## THE TASK
Track down every line below that holds "Eurooptik" and copy it.

*** TASK DATA Section Begins ***

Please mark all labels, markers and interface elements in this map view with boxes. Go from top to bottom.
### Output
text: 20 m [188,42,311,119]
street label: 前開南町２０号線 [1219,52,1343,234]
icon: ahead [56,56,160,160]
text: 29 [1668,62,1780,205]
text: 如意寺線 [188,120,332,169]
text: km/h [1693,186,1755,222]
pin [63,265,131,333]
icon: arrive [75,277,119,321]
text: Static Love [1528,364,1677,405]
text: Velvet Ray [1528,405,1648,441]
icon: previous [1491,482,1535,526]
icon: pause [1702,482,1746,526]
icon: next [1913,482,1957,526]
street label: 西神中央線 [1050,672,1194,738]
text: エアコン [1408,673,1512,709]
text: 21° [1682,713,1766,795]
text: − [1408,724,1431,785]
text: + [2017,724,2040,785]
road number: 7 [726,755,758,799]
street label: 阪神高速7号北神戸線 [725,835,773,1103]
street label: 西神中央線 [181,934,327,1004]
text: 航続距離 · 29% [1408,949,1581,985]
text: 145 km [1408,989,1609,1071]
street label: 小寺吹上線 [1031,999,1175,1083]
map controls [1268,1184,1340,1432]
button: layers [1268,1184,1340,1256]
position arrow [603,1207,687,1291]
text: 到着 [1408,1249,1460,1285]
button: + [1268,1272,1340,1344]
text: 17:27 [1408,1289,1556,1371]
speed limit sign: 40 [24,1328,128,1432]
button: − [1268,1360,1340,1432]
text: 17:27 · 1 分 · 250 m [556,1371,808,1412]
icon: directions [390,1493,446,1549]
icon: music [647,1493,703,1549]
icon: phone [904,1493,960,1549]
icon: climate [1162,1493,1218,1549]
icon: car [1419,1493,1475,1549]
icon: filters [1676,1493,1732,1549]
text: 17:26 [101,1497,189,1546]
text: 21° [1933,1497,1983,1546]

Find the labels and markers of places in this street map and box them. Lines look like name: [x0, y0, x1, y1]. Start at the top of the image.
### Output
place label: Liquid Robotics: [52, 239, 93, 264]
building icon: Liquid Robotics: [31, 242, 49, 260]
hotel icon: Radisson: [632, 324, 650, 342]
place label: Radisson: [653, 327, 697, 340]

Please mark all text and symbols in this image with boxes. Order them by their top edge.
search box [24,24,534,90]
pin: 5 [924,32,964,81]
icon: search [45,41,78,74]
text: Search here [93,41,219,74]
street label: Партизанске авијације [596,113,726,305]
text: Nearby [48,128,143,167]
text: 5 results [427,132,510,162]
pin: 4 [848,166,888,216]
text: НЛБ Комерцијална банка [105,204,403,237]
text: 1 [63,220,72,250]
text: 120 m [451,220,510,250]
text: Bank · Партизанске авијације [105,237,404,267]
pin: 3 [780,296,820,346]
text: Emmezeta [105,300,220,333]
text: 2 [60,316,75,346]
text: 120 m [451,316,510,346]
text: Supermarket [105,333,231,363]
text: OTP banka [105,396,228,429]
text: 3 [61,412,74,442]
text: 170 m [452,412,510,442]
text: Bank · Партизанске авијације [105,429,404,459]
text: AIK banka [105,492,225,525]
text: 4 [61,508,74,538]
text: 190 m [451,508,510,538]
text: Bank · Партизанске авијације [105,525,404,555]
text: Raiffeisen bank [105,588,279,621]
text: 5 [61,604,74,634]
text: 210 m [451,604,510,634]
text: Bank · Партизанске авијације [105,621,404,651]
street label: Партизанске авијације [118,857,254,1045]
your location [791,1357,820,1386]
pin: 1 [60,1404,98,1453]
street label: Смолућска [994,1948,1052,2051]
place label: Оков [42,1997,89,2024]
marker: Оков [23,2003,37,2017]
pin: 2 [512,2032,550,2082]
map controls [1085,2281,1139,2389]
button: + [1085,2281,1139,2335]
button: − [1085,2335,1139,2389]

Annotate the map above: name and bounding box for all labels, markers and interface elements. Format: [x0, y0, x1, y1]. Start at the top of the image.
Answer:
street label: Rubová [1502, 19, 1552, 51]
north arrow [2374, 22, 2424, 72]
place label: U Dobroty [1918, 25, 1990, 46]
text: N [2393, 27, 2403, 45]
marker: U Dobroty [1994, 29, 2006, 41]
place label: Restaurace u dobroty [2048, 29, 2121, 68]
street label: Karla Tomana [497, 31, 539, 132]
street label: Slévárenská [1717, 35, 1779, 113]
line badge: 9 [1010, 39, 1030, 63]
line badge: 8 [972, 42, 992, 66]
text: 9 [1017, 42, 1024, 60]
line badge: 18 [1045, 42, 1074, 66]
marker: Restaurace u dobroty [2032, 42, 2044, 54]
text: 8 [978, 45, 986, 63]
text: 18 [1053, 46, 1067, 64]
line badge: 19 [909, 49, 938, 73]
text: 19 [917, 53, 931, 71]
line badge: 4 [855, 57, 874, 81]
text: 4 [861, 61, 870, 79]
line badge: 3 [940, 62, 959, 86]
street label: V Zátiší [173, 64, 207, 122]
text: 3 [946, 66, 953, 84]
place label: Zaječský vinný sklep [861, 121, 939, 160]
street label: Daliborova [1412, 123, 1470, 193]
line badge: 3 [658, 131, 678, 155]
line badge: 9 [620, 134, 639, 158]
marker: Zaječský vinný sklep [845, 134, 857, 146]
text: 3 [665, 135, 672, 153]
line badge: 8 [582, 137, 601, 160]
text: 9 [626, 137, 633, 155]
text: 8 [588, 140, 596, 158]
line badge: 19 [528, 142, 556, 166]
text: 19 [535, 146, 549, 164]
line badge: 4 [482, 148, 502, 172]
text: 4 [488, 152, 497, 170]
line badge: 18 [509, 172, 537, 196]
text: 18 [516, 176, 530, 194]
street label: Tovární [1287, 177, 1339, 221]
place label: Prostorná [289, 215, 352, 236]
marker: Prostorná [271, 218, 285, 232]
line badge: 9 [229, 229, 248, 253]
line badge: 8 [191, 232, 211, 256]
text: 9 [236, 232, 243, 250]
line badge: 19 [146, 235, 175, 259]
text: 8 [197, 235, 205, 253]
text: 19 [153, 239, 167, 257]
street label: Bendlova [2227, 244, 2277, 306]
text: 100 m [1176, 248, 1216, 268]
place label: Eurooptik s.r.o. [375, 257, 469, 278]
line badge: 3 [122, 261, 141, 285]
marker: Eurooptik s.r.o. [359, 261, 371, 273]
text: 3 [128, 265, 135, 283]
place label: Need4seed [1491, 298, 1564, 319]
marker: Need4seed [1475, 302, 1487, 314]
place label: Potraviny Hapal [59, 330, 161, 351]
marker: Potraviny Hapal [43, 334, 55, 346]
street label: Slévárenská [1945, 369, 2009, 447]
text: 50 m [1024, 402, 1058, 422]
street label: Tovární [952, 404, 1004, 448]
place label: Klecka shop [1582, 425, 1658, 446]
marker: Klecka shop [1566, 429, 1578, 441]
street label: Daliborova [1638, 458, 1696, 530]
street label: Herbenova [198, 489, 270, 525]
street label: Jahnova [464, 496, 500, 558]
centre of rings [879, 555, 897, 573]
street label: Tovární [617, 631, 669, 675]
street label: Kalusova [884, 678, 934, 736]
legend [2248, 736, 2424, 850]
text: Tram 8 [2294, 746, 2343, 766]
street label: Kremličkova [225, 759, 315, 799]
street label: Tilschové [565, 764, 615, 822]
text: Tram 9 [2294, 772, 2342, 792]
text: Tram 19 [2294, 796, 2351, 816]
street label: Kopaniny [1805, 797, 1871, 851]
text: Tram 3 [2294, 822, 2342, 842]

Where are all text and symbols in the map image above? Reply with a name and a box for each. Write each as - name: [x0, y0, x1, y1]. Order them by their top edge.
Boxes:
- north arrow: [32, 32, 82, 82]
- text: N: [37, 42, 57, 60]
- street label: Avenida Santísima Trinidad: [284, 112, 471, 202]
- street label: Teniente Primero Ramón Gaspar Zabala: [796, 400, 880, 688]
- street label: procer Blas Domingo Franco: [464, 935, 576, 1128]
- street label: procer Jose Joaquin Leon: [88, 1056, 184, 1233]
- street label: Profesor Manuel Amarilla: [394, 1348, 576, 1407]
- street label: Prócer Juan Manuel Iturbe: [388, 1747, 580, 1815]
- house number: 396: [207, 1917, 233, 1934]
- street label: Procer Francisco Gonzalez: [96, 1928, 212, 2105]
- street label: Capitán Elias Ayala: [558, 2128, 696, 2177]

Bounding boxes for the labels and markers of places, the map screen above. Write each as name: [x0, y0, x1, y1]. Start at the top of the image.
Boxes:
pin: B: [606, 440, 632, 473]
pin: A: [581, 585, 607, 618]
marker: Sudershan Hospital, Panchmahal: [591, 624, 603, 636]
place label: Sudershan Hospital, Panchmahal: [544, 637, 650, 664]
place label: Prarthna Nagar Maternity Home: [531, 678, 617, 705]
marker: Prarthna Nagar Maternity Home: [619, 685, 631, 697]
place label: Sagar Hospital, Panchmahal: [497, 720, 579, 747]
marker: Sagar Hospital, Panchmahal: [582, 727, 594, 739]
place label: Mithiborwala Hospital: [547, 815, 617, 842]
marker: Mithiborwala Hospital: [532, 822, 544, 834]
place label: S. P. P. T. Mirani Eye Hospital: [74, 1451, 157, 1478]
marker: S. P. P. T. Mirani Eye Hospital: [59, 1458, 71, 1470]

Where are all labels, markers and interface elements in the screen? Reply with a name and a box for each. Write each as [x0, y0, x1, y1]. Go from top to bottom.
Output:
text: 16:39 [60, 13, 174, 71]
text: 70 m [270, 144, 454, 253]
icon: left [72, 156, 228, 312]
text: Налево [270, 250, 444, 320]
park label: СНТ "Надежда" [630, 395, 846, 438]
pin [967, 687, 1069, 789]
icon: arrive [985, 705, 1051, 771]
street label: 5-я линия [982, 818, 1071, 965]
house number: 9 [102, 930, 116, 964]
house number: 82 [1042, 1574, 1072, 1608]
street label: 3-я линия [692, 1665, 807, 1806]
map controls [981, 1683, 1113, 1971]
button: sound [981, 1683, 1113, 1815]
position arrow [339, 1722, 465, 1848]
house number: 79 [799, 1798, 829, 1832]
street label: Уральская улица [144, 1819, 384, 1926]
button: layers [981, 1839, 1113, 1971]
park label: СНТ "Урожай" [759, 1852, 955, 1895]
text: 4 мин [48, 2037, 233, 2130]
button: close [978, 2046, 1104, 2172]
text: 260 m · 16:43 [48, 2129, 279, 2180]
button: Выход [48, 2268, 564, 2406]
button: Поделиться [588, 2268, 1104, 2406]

*** TASK DATA Section Ends ***

## YOUR RESPONSE
place label: Eurooptik s.r.o. [375, 257, 469, 278]
marker: Eurooptik s.r.o. [359, 261, 371, 273]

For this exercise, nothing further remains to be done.